**WHAT IS BEING ASKED:** In the listing below, find the line containing "M789,312L827,387L761,420L743,384L755,378L735,340Z" and the line containing "M70,361L73,392L32,396L29,365Z". Repeat exactly those two lines and every line between them, nothing more.
DATA RECORDS START
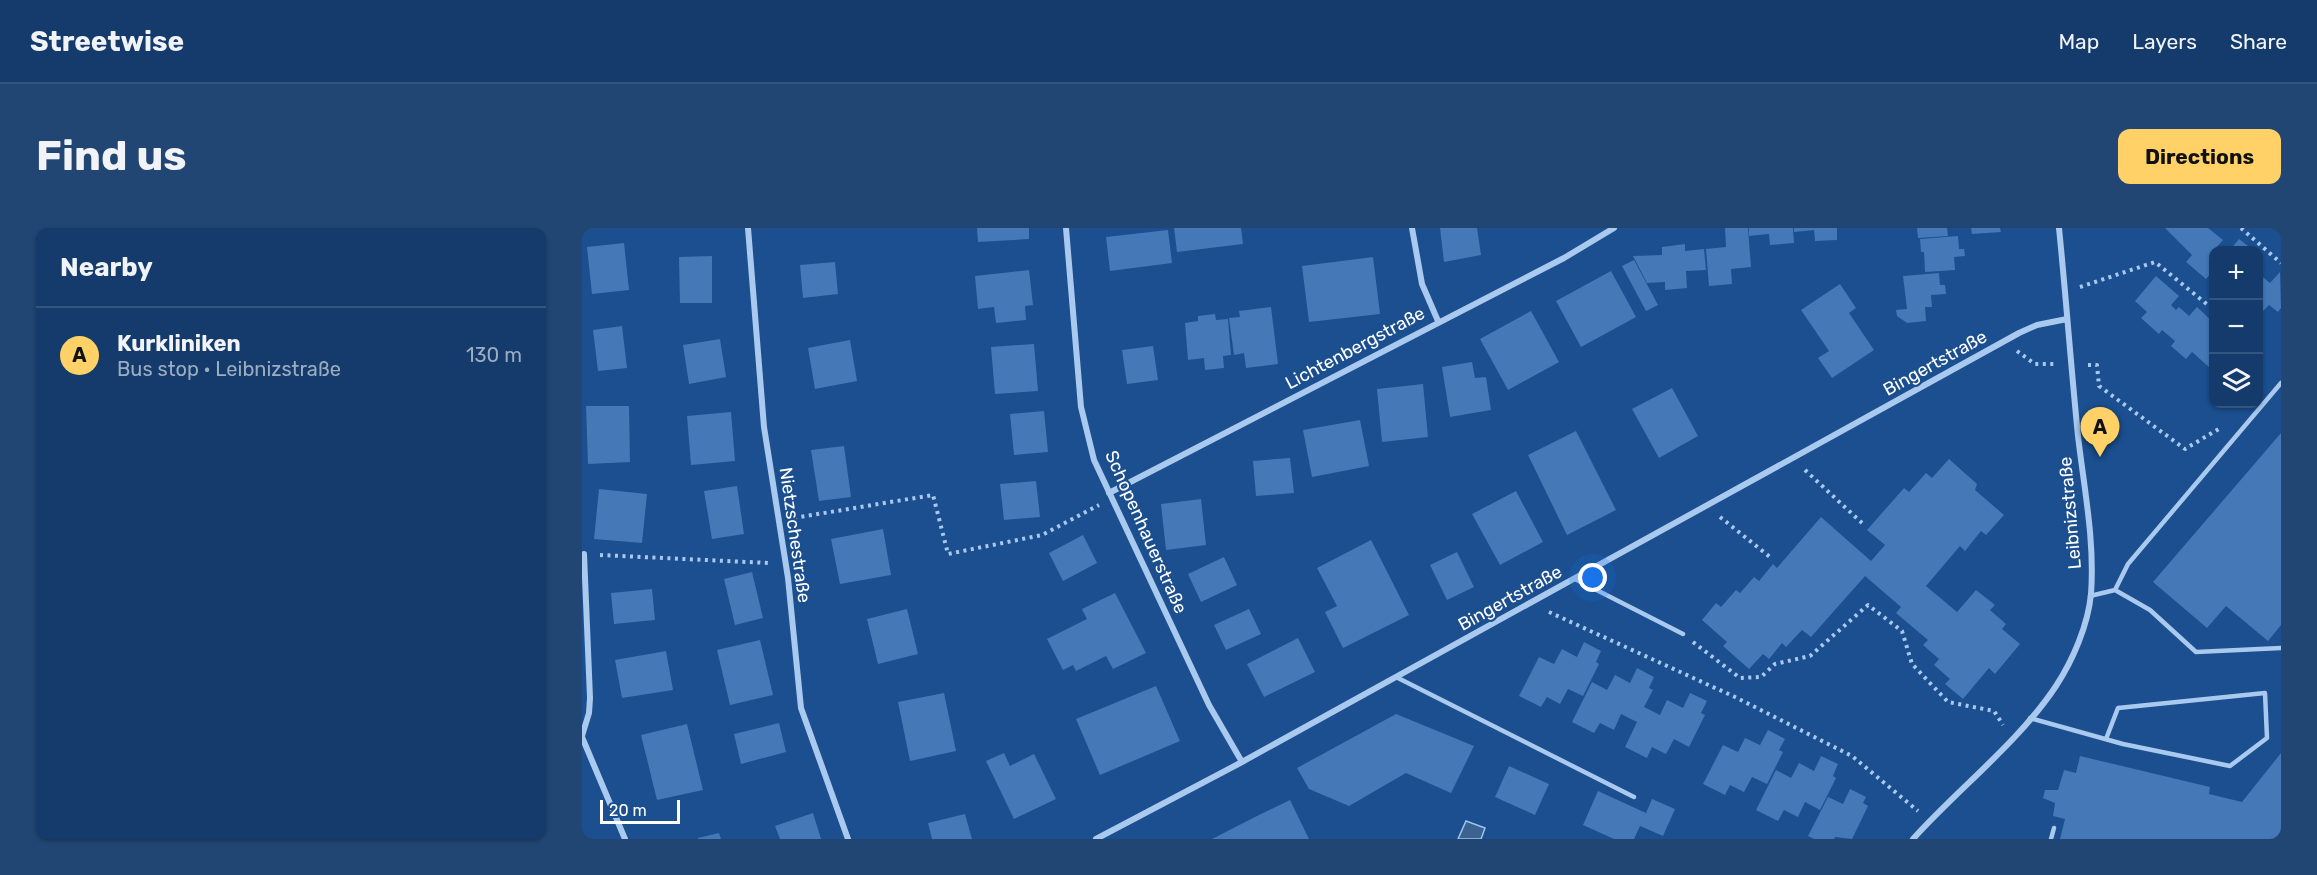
<!DOCTYPE html>
<meta charset="utf-8">
<style>
body{margin:0;font-family:Rubik,sans-serif;background:#214673;color:#f1f3f6}
.controls{position:absolute;right:18px;top:18px;display:grid;overflow:hidden;border-radius:12px;box-shadow:0 2px 4px #0004}
.controls button{width:54px;height:54px;display:grid;place-items:center;padding:0;border:0;border-bottom:2px solid #33557e;background:#143b6b;color:#f1f3f6;font:30px sans-serif}
.scale{position:absolute;left:18px;bottom:15px;width:80px;box-sizing:border-box;padding-left:6px;border:3px solid #fff;border-top:0;font-size:16px;line-height:21px;white-space:nowrap;color:#fff;-webkit-text-stroke:4px #1b4f8f;paint-order:stroke}
.you{position:absolute;left:1011px;top:350px;width:21px;height:21px;margin:-15px;border:4px solid #fff;border-radius:50%;background:#1a73e8;box-shadow:0 0 0 9px #1a73e833}
.badge{display:grid;place-items:center;width:39px;height:39px;border-radius:50%;background:#ffd166;color:#111;font-size:20px;font-weight:700}
.pin{position:absolute;translate:-50% -50px;filter:drop-shadow(0 2px 3px #0008)}
.pin::after{content:'';position:absolute;top:32px;width:21px;height:18px;background:inherit;clip-path:polygon(0 0,100% 0,50% 100%)}
.list{margin:0;padding:0;list-style:none}
h2{display:flex;justify-content:space-between;align-items:center;height:78px;margin:0;padding:0 24px;font-size:26px}
h2 small{font-size:20px;font-weight:400;color:#9dadc1}
.list li{display:grid;grid-template-columns:39px 1fr auto;gap:18px;align-items:center;box-sizing:border-box;height:96px;padding:0 24px;border-top:2px solid #33557e}
.list b{display:block;font-size:22px;white-space:nowrap}
.list p{margin:0;font-size:20px;white-space:nowrap;color:#9dadc1}
.list em{font-size:20px;font-style:normal;color:#9dadc1}
.icon{flex:none;width:33px;height:33px;fill:none;stroke:currentColor;stroke-width:2;stroke-linecap:round;stroke-linejoin:round}
.map{position:relative;flex:none;width:1699px;height:611px;overflow:hidden;border-radius:12px}
header{display:flex;align-items:center;gap:36px;box-sizing:border-box;height:84px;padding:0 30px;background:#143b6b;border-bottom:2px solid #33557e}
header strong{font-size:28px}
nav{display:flex;gap:33px;margin-inline-start:auto;font-size:21px}
.intro{display:flex;align-items:center;justify-content:space-between;box-sizing:border-box;height:144px;padding:0 36px}
h1{margin:0;font-size:42px}
.button{padding:15px 27px;border-radius:12px;background:#ffd166;color:#111;font-size:21px;font-weight:700}
main{display:flex;gap:36px;padding:0 36px}
aside{flex:1;background:#143b6b;border-radius:12px;box-shadow:0 2px 4px #0004}
.map>svg:first-child{display:block}
.water{fill:#3c6290;stroke:#9cc4f0;stroke-width:1.5}
.building{fill:#4478b7}
.lines{fill:none;stroke-linecap:round;stroke-linejoin:round}
.path{stroke:#a9c9ee;stroke-width:4;stroke-dasharray:3 4.5;stroke-linecap:butt}
.service{stroke:#a9c9ee;stroke-width:4.5}
.minor{stroke:#a9c9ee;stroke-width:6}
.labels{text-anchor:middle;dominant-baseline:central;stroke-width:4.5;stroke-linejoin:round;paint-order:stroke}
.street-label{font-size:18px;fill:#fff;stroke:#1b4f8f}
</style>
<header>
<strong>Streetwise</strong>
<nav><a>Map</a><a>Layers</a><a>Share</a></nav>
</header>
<div class="intro"><h1>Find us</h1><a class="button">Directions</a></div>
<main>
<aside>
<h2>Nearby<small></small></h2>
<ul class="list">
<li><span class="badge">A</span><div><b>Kurkliniken</b><p>Bus stop · Leibnizstraße</p></div><em>130 m</em></li>
</ul>
</aside>
<div class="map">
<svg width="1699" height="611" viewBox="0 0 1699 611">
<rect width="100%" height="100%" fill="#1b4f8f"/>
<path class="water" d="M884,593L903,600L899,611H876Z"/>
<path class="building" d="M395,0H447V11L396,14Z
M592,0H659L661,16L595,24Z
M858,0H895L899,27L862,34Z
M1143,0H1166L1169,39L1149,41L1150,56L1127,58L1124,21L1144,19Z
M1167,0H1211L1212,15L1188,17L1187,6L1167,8Z
M1212,0H1255V12L1233,13L1232,2L1212,4Z
M1335,0H1365L1366,8L1336,10Z
M1389,0H1418L1419,4L1390,6Z
M1583,0H1626L1641,12L1632,22V42L1624,51L1604,34L1610,27Z
M586,2L590,35L528,43L524,9Z
M1376,8L1377,21H1382L1383,28L1372,29L1373,42L1343,44L1342,24H1339L1338,11Z
M1657,11L1671,22H1648Z
M42,15L47,62L10,66L5,19Z
M1103,16V23L1122,21L1124,42L1104,43L1105,60L1083,62V54L1065,55L1051,28L1080,27V19Z
M130,28V75H98L97,29Z
M791,29L798,86L727,94L720,38Z
M1052,32L1076,77L1064,83L1040,38Z
M253,34L256,66L221,70L218,37Z
M447,42L451,77L443,78L444,92L414,95L412,79L396,81L393,48Z
M1029,43L1054,89L999,119L974,73Z
M1698,44L1699,80L1696,84L1687,77L1680,84L1676,81V45L1688,55Z
M1357,45L1358,57H1363L1364,66L1349,67L1350,79H1343L1344,93L1325,95L1315,88L1314,82L1325,81L1321,48Z
M1574,48L1597,68L1589,77L1594,82L1597,79L1607,88L1615,79L1632,95V136L1628,140L1610,124L1604,131L1589,118L1593,113L1580,102L1577,106L1559,90L1565,84L1553,73Z
M1258,56L1274,80L1267,85L1292,122L1250,150L1236,130L1247,123L1219,82Z
M689,79L696,136L664,140L662,125L652,127L647,90L658,89L657,83Z
M949,83L977,134L926,162L898,111Z
M633,86L634,92L646,91L649,127L641,128L642,140L623,142L622,130L606,132L603,95L616,93V88Z
M40,98L45,140L16,143L11,102Z
M138,111L144,149L107,156L101,117Z
M268,112L275,153L233,161L226,120Z
M452,116L456,163L413,166L409,119Z
M571,118L576,152L545,156L540,122Z
M890,134L893,150L904,149L909,182L868,189L860,139Z
M841,156L846,209L800,214L795,161Z
M1090,160L1116,208L1077,230L1050,181Z
M4,178H47L48,234L6,236Z
M462,183L466,224L432,227L428,186Z
M149,184L153,233L109,237L105,188Z
M778,192L787,238L730,249L721,202Z
M994,203L1034,282L985,307L946,227Z
M1699,205V397L1686,413L1644,378L1625,400L1571,354Z
M262,218L269,269L237,273L229,222Z
M708,230L712,265L674,268L671,233Z
M1367,231L1395,256L1393,262L1422,287L1404,307L1399,303L1383,323L1378,318L1344,358L1375,384L1394,362L1413,377L1408,382L1424,396L1420,401L1438,416L1413,446L1407,440L1381,471L1363,456L1368,451L1352,437L1357,431L1341,417L1346,412L1314,385L1319,379L1283,348L1229,409L1220,402L1204,419L1200,415L1187,431L1181,426L1167,441L1141,418L1145,414L1120,392L1134,375L1139,379L1154,362L1158,365L1172,349L1177,353L1191,336L1195,340L1239,289L1289,333L1303,317L1285,302L1322,260L1327,264L1344,245L1350,250Z
M454,253L458,289L422,292L418,256Z
M155,258L162,306L130,311L122,263Z
M17,261L65,266L60,315L12,311Z
M934,263L961,314L918,337L890,286Z
M619,271L624,317L584,322L579,276Z
M301,301L309,347L258,356L249,311Z
M501,307L515,335L481,353L467,325Z
M789,312L827,387L761,420L743,384L755,378L735,340Z
M875,324L892,359L865,372L848,337Z
M642,329L655,357L619,374L606,346Z
M170,344L181,390L153,397L142,351Z
M70,361L73,392L32,396L29,365Z
M533,365L564,425L531,441L524,428L494,443L491,437L481,442L465,411L505,391L500,381Z
M325,381L336,426L296,436L285,391Z
M667,381L679,406L644,422L632,397Z
M716,410L733,444L682,469L665,436Z
M178,412L191,467L148,477L135,422Z
M1002,414L1019,423L1014,434L1017,436L1001,468L986,461L978,476L965,469L959,479L937,468L957,429L972,436L980,421L995,429Z
M84,423L91,462L40,470L33,432Z
M1055,440L1072,449L1067,460L1071,462L1062,479L1078,487L1085,472L1101,480L1108,465L1125,473L1119,485L1123,487L1107,519L1092,511L1084,526L1070,519L1065,530L1043,519L1055,494L1039,486L1032,502L1018,495L1012,505L990,494L1010,454L1025,462L1033,447L1048,455Z
M574,458L598,513L518,547L494,491Z
M362,465L374,523L328,533L316,474Z
M814,486L892,518L869,565L824,545L767,578L727,561L715,540Z
M197,495L204,524L159,536L152,506Z
M105,496L121,562L75,572L59,507Z
M1186,502L1203,511L1197,522L1201,524L1185,556L1170,549L1162,564L1148,557L1143,567L1121,556L1141,517L1156,524L1163,510L1178,517Z
M422,525L428,538L452,526L474,571L432,591L404,533Z
M1699,525V611H1478L1483,591L1471,588L1473,575L1461,570L1463,562H1476L1482,542L1494,545L1498,528L1628,559L1627,566L1660,574Z
M1239,528L1256,536L1251,548L1254,550L1238,582L1223,574L1216,589L1202,582L1196,593L1174,582L1194,542L1209,550L1217,535L1232,543Z
M927,538L967,556L953,587L913,569Z
M1268,561L1284,569L1281,575L1286,578L1270,611L1253,609L1252,611H1232L1226,608L1246,569L1261,576Z
M1016,563L1064,585L1070,571L1093,581L1081,608L1058,598L1052,611H1032L1001,597Z
M708,572L727,611H630L675,588Z
M231,585L239,611H198L193,598Z
M383,586L390,611H350L346,595Z
M137,605L139,611H116V610Z"/>
<g class="lines">
<path class="path" d="M1659,0L1699,35
M1498,59L1573,34L1632,82
M1435,123L1453,136H1474
M1506,137H1515L1517,158L1603,221L1640,199
M1223,242L1280,295
M1138,289L1188,329
M212,290L351,267L366,326L460,307L517,277
M18,327L187,335
M967,384L1153,469L1270,528L1336,583
M1111,414L1158,450L1179,449L1193,436L1228,428L1286,377L1320,403L1330,436L1366,474L1412,483L1421,497"/>
<path class="service" d="M993,351L1101,406
M1533,362L1568,382L1614,424L1699,420
M1508,368L1533,362L1546,336L1699,155
M814,449L1052,569
M1448,490L1541,516L1648,538L1685,510L1683,465L1536,480L1524,511
M1469,611L1472,600"/>
<path class="minor" d="M166,0L182,199L206,350L219,480L266,611
M484,0L499,179L512,232L627,477L660,534
M830,0L840,56L856,93
M527,265L982,30L1032,0
M0,508L7,485L8,470L2,326
M0,509L43,611
M514,611L660,534L1437,105L1455,97L1485,91
M1331,611C1376,561 1437,514 1474,458C1491,432 1506,397 1509,366C1513,313 1502,260 1496,208C1489,139 1484,69 1477,0"/>
</g>
<g class="labels">
<g class="street-label">
<text transform="translate(773 120) rotate(-28)">Lichtenbergstraße</text>
<text transform="translate(1353 135) rotate(-29)">Bingertstraße</text>
<text transform="translate(1488 285) rotate(-95)">Leibnizstraße</text>
<text transform="translate(564 304) rotate(66)">Schopenhauerstraße</text>
<text transform="translate(213 307) rotate(82)">Nietzschestraße</text>
<text transform="translate(928 370) rotate(-29)">Bingertstraße</text>
</g>
</g>
</svg>
<div class="controls">
<button>+</button>
<button>−</button>
<button><svg class="icon" aria-label="layers" viewBox="0 0 24 24"><path d="M12 4l9 5-9 5-9-5zM3 14l9 5 9-5"/></svg></button>
</div>
<div class="scale">20 m</div>
<div class="you"></div>
<div class="pin badge" style="left:1518px;top:229px">A</div>
</div>
</main>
DATA RECORDS END
**RESULT:**
M789,312L827,387L761,420L743,384L755,378L735,340Z
M875,324L892,359L865,372L848,337Z
M642,329L655,357L619,374L606,346Z
M170,344L181,390L153,397L142,351Z
M70,361L73,392L32,396L29,365Z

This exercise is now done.